### TASK ITEM
All of the data that follows should be retyped exactly, please, except the pictures.

[Stored entries]
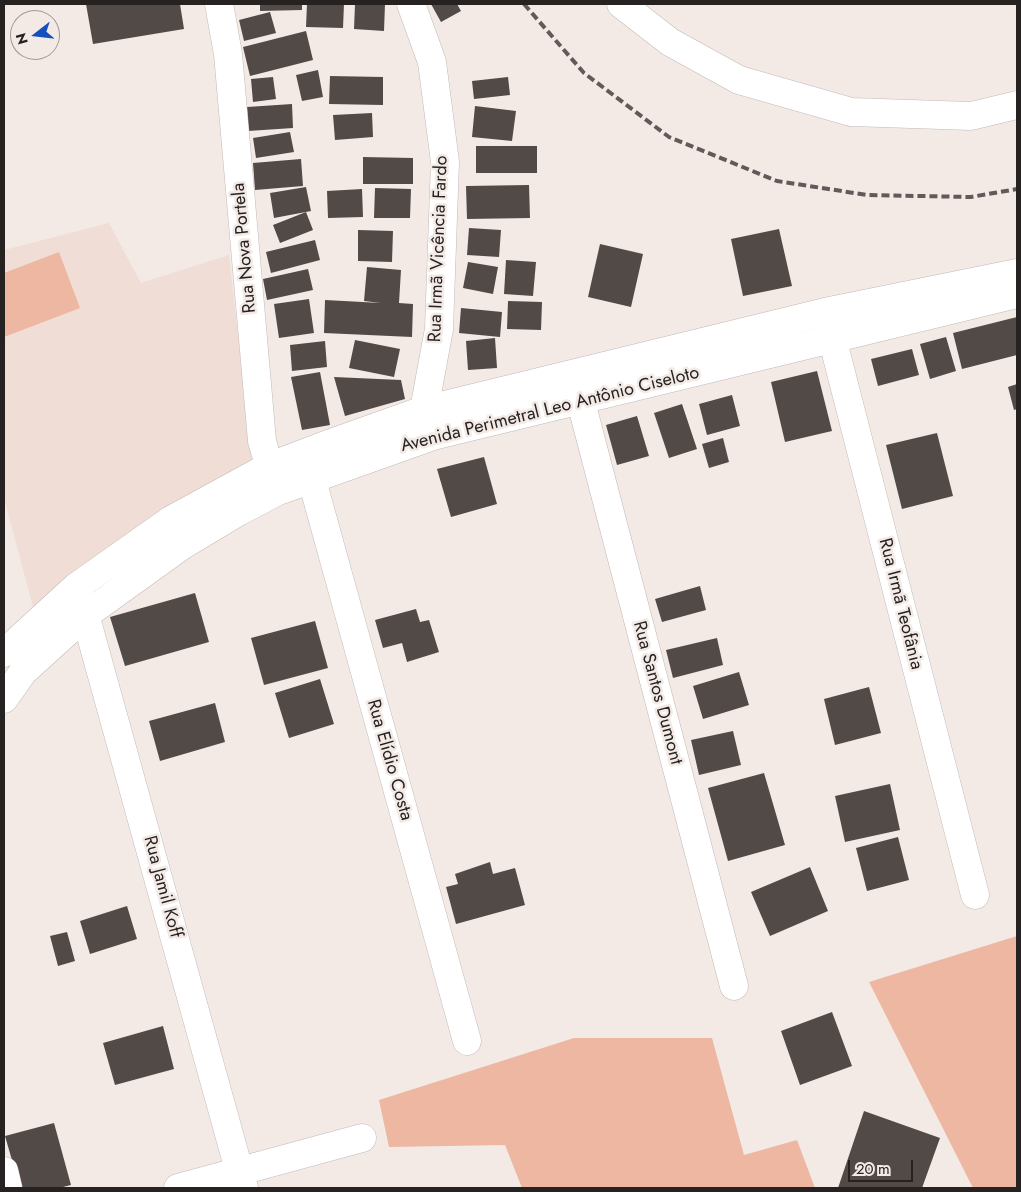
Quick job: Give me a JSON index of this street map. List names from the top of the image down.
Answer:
{
  "streets": {
    "street": [
      "Rua Nova Portela",
      "Rua Irmã Vicência Fardo",
      "Avenida Perimetral Leo Antônio Ciseloto",
      "Rua Irmã Teofânia",
      "Rua Santos Dumont",
      "Rua Elídio Costa",
      "Rua Jamil Koff"
    ]
  },
  "crossings": [
    ["Rua Nova Portela", "Avenida Perimetral Leo Antônio Ciseloto"],
    ["Rua Irmã Vicência Fardo", "Avenida Perimetral Leo Antônio Ciseloto"],
    ["Avenida Perimetral Leo Antônio Ciseloto", "Rua Irmã Teofânia"],
    ["Avenida Perimetral Leo Antônio Ciseloto", "Rua Santos Dumont"],
    ["Avenida Perimetral Leo Antônio Ciseloto", "Rua Elídio Costa"],
    ["Avenida Perimetral Leo Antônio Ciseloto", "Rua Jamil Koff"]
  ],
  "scale_bar": "20 m",
  "north": "left"
}
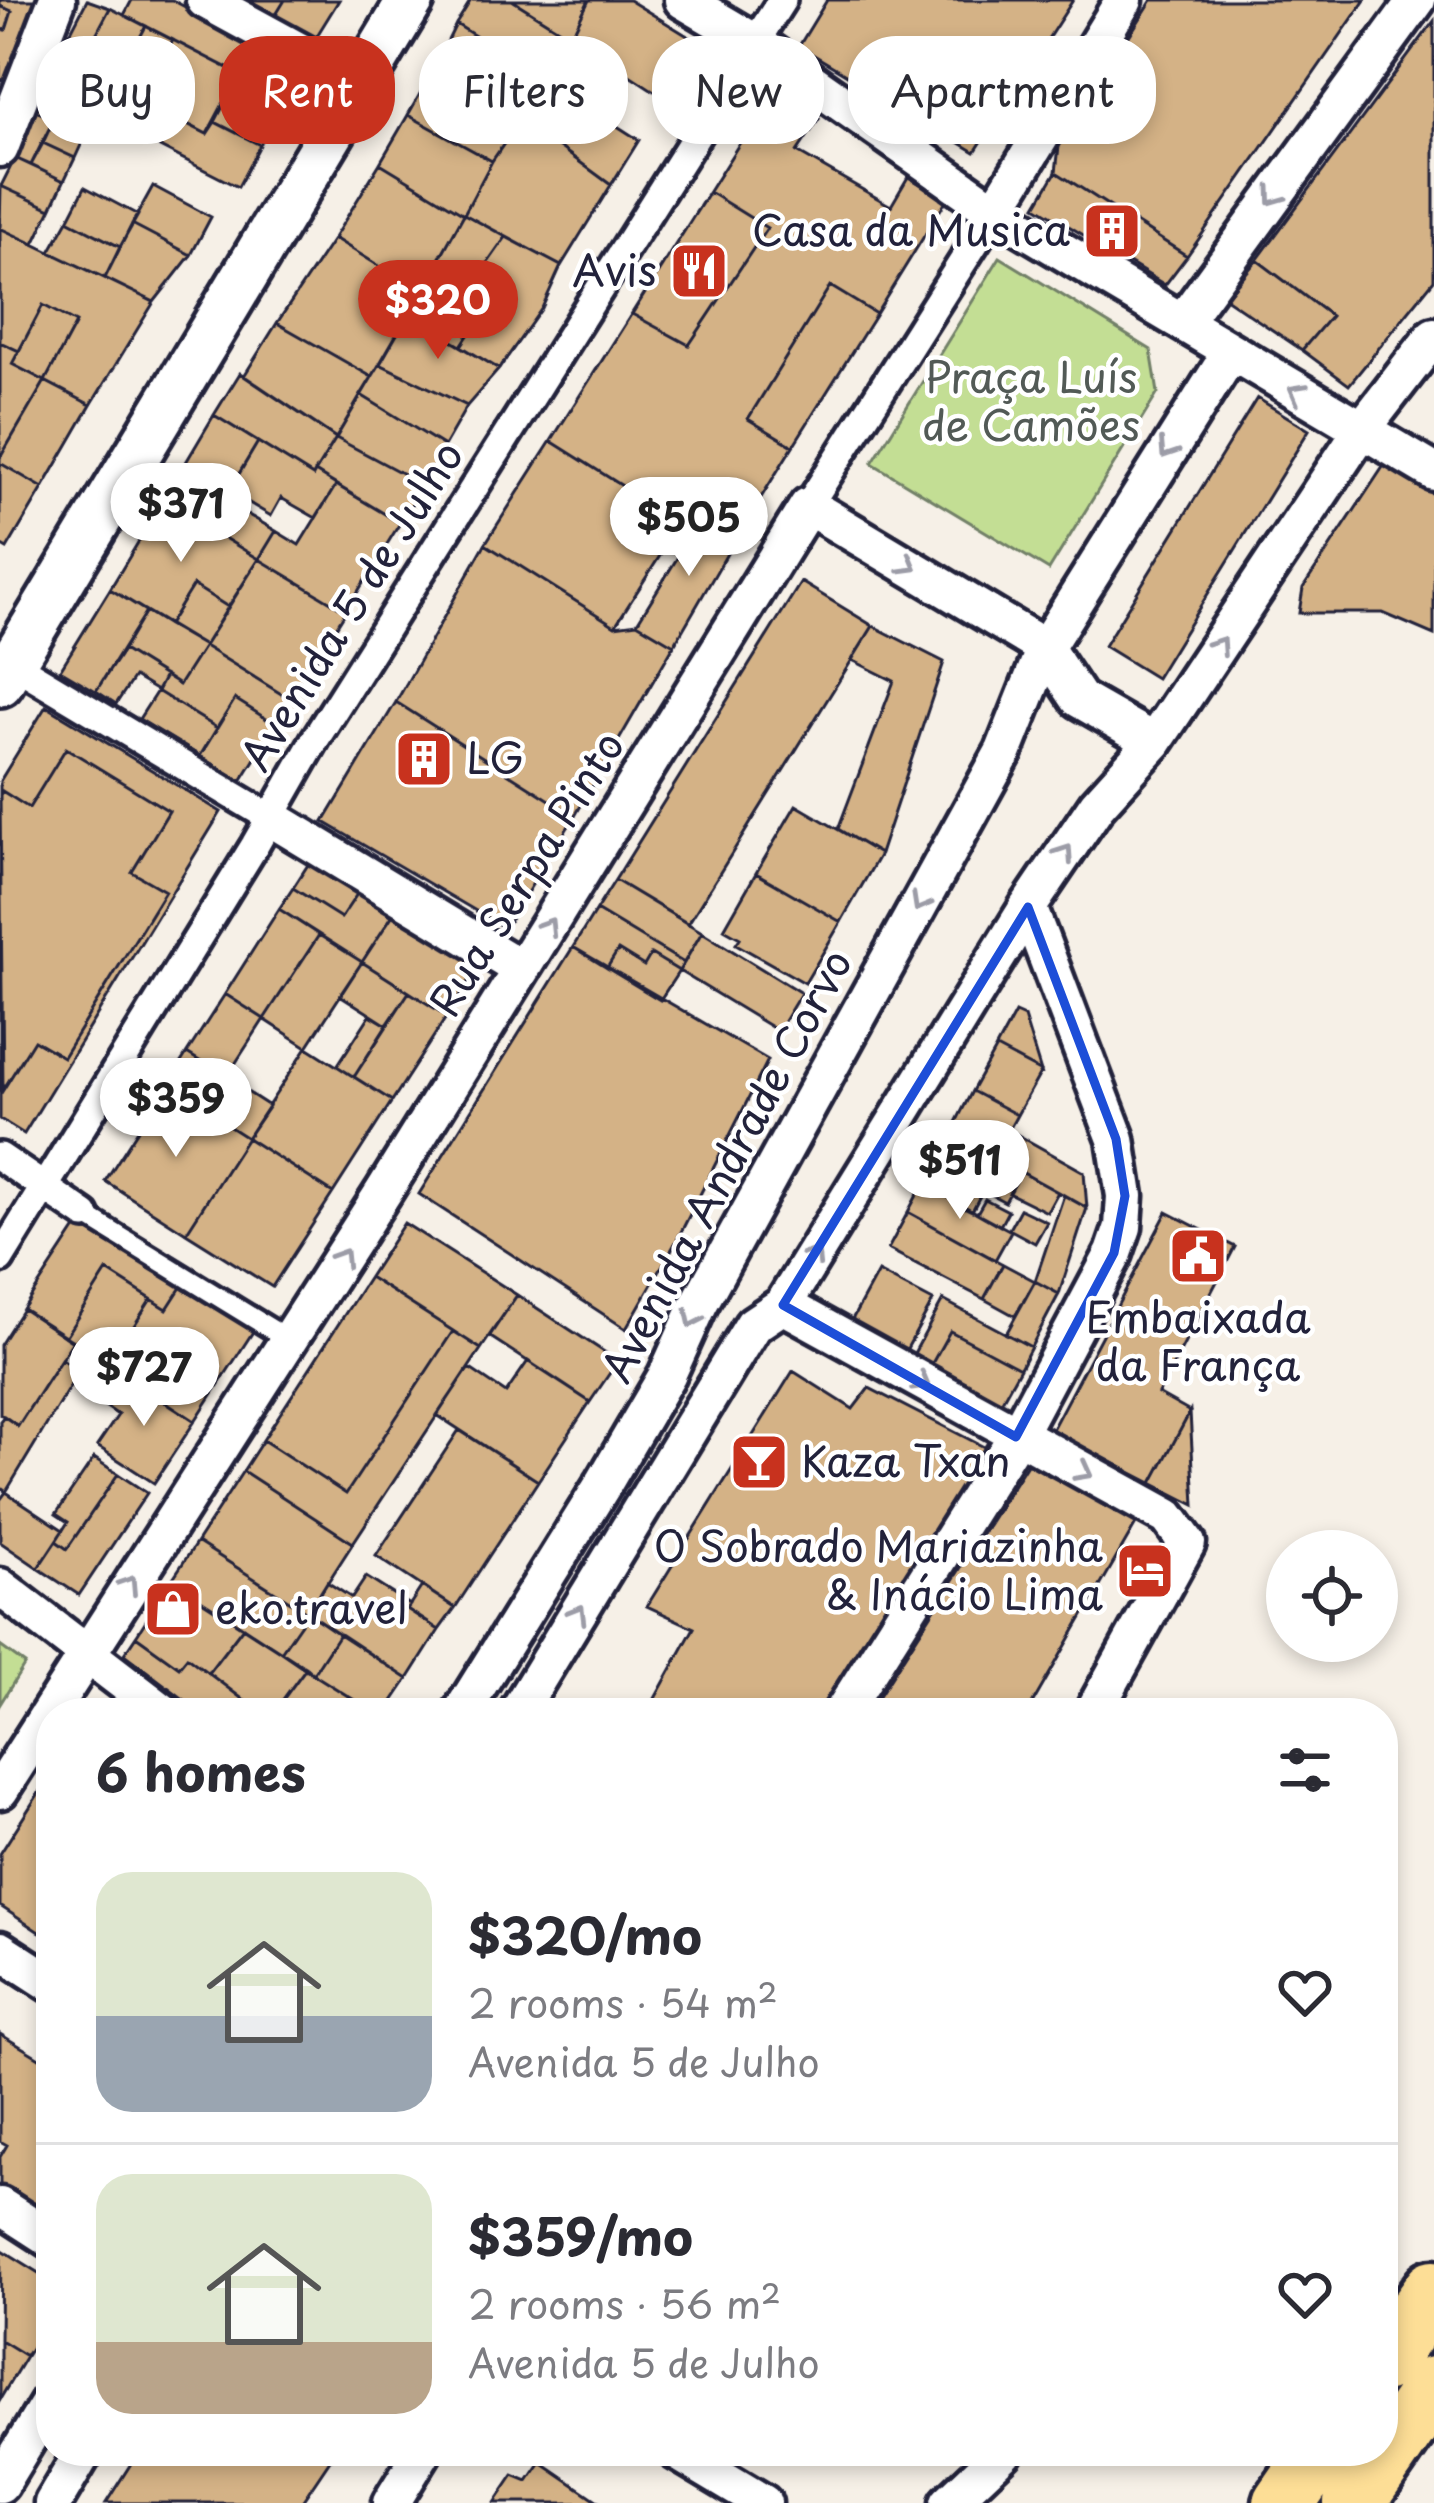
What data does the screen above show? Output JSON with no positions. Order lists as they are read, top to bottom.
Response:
{
  "streets": {
    "street": ["Avenida 5 de Julho", "Rua Serpa Pinto", "Avenida Andrade Corvo"]
  },
  "one_way": ["Rua Serpa Pinto"],
  "parks": ["Praça Luís de Camões"],
  "places": {
    "building": ["Casa da Musica", "LG"],
    "restaurant": ["Avis"],
    "public building": ["Embaixada da França"],
    "bar": ["Kaza Txan"],
    "hotel": ["O Sobrado Mariazinha & Inácio Lima"],
    "shop": ["eko.travel"]
  },
  "page": {
    "chip": [
      "Buy",
      "Rent",
      "Filters",
      "New",
      "Apartment"
    ],
    "price": [
      "$320",
      "$371",
      "$505",
      "$359",
      "$511",
      "$727"
    ],
    "heading": "6 homes",
    "list": [
      {
        "name": "$320/mo",
        "note": "2 rooms · 54 m² · Avenida 5 de Julho"
      },
      {
        "name": "$359/mo",
        "note": "2 rooms · 56 m² · Avenida 5 de Julho"
      }
    ]
  }
}
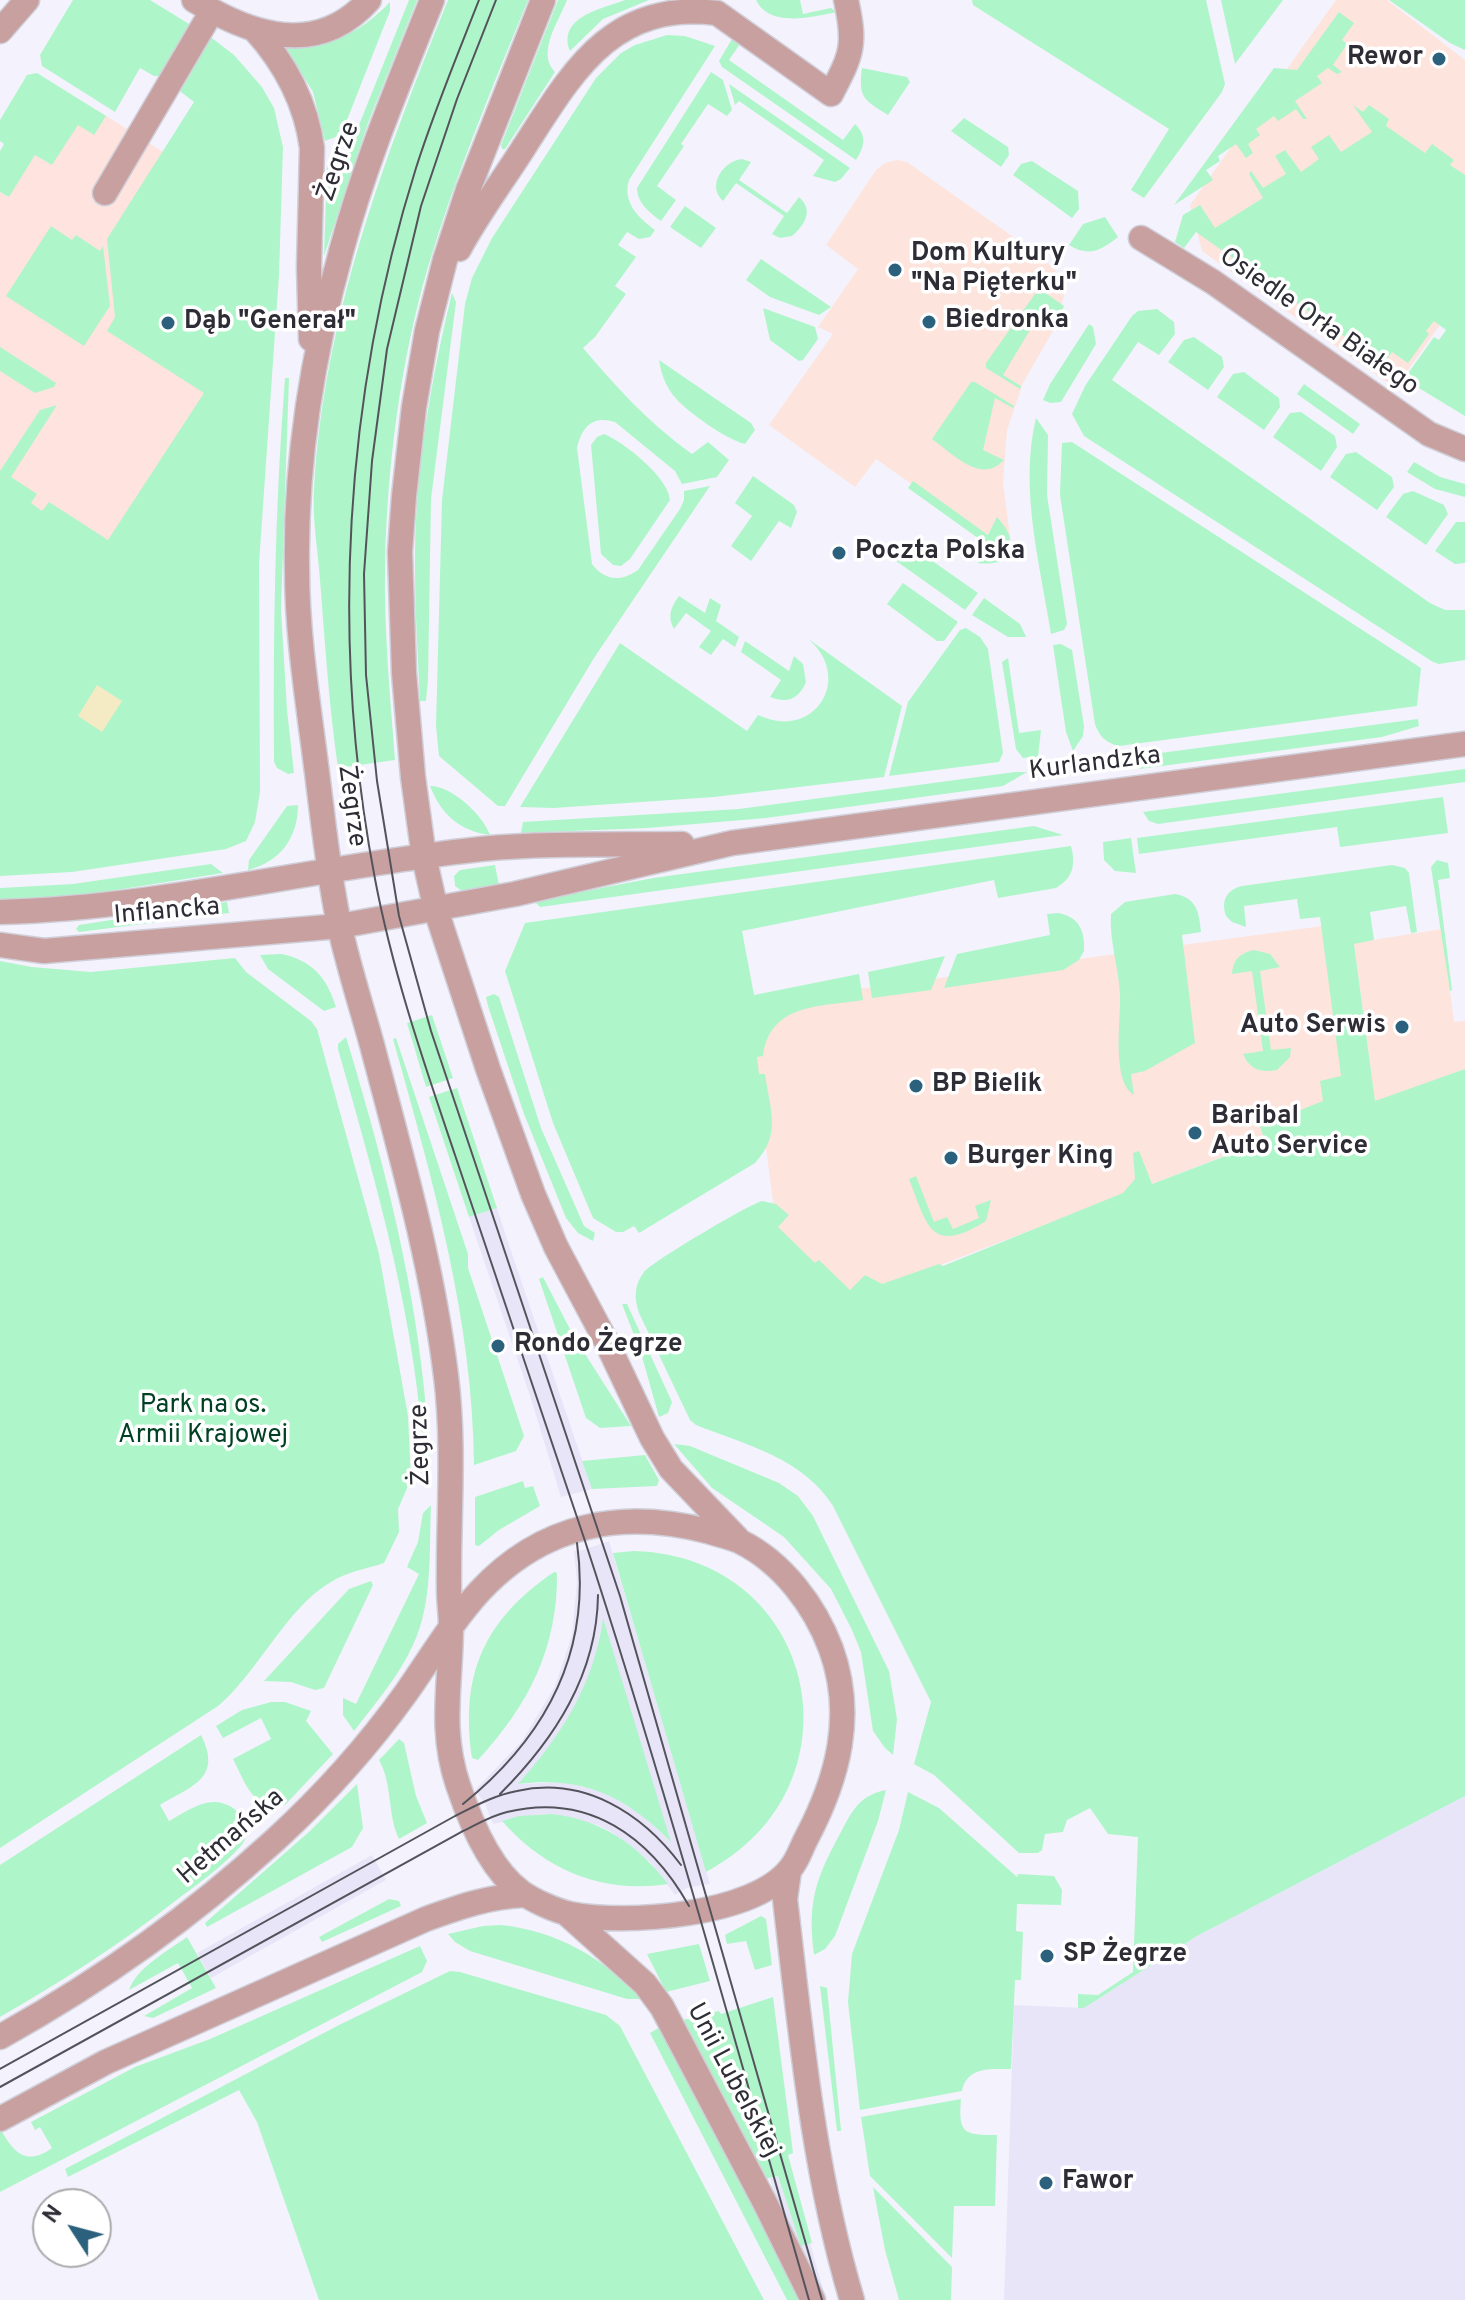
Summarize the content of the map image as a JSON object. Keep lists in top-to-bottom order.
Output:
{
  "streets": {
    "street": [
      "Żegrze",
      "Osiedle Orła Białego",
      "Kurlandzka",
      "Inflancka",
      "Hetmańska",
      "Unii Lubelskiej"
    ]
  },
  "crossings": [
    ["Żegrze", "Inflancka"],
    ["Żegrze", "Hetmańska"],
    ["Kurlandzka", "Inflancka"]
  ],
  "parks": ["Park na os. Armii Krajowej"],
  "places": [
    "Rewor",
    "Dom Kultury \"Na Pięterku\"",
    "Biedronka",
    "Dąb \"Generał\"",
    "Poczta Polska",
    "Auto Serwis",
    "BP Bielik",
    "Baribal Auto Service",
    "Burger King",
    "Rondo Żegrze",
    "SP Żegrze",
    "Fawor"
  ],
  "north": "top left"
}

### ANSWER TO THIS TASK
Quick job: Give me a JSON index of this street map. List names from the top of the image down.
Answer:
{
  "streets": {
    "street": [
      "Rua Nova Portela",
      "Rua Irmã Vicência Fardo",
      "Avenida Perimetral Leo Antônio Ciseloto",
      "Rua Irmã Teofânia",
      "Rua Santos Dumont",
      "Rua Elídio Costa",
      "Rua Jamil Koff"
    ]
  },
  "crossings": [
    ["Rua Nova Portela", "Avenida Perimetral Leo Antônio Ciseloto"],
    ["Rua Irmã Vicência Fardo", "Avenida Perimetral Leo Antônio Ciseloto"],
    ["Avenida Perimetral Leo Antônio Ciseloto", "Rua Irmã Teofânia"],
    ["Avenida Perimetral Leo Antônio Ciseloto", "Rua Santos Dumont"],
    ["Avenida Perimetral Leo Antônio Ciseloto", "Rua Elídio Costa"],
    ["Avenida Perimetral Leo Antônio Ciseloto", "Rua Jamil Koff"]
  ],
  "scale_bar": "20 m",
  "north": "left"
}
What data does the screen above show? Output JSON with no positions. Order lists as they are read, top to bottom.
Response:
{
  "streets": {
    "street": ["Avenida 5 de Julho", "Rua Serpa Pinto", "Avenida Andrade Corvo"]
  },
  "one_way": ["Rua Serpa Pinto"],
  "parks": ["Praça Luís de Camões"],
  "places": {
    "building": ["Casa da Musica", "LG"],
    "restaurant": ["Avis"],
    "public building": ["Embaixada da França"],
    "bar": ["Kaza Txan"],
    "hotel": ["O Sobrado Mariazinha & Inácio Lima"],
    "shop": ["eko.travel"]
  },
  "page": {
    "chip": [
      "Buy",
      "Rent",
      "Filters",
      "New",
      "Apartment"
    ],
    "price": [
      "$320",
      "$371",
      "$505",
      "$359",
      "$511",
      "$727"
    ],
    "heading": "6 homes",
    "list": [
      {
        "name": "$320/mo",
        "note": "2 rooms · 54 m² · Avenida 5 de Julho"
      },
      {
        "name": "$359/mo",
        "note": "2 rooms · 56 m² · Avenida 5 de Julho"
      }
    ]
  }
}
Summarize the content of the map image as a JSON object. Keep lists in top-to-bottom order.
Output:
{
  "streets": {
    "street": [
      "Żegrze",
      "Osiedle Orła Białego",
      "Kurlandzka",
      "Inflancka",
      "Hetmańska",
      "Unii Lubelskiej"
    ]
  },
  "crossings": [
    ["Żegrze", "Inflancka"],
    ["Żegrze", "Hetmańska"],
    ["Kurlandzka", "Inflancka"]
  ],
  "parks": ["Park na os. Armii Krajowej"],
  "places": [
    "Rewor",
    "Dom Kultury \"Na Pięterku\"",
    "Biedronka",
    "Dąb \"Generał\"",
    "Poczta Polska",
    "Auto Serwis",
    "BP Bielik",
    "Baribal Auto Service",
    "Burger King",
    "Rondo Żegrze",
    "SP Żegrze",
    "Fawor"
  ],
  "north": "top left"
}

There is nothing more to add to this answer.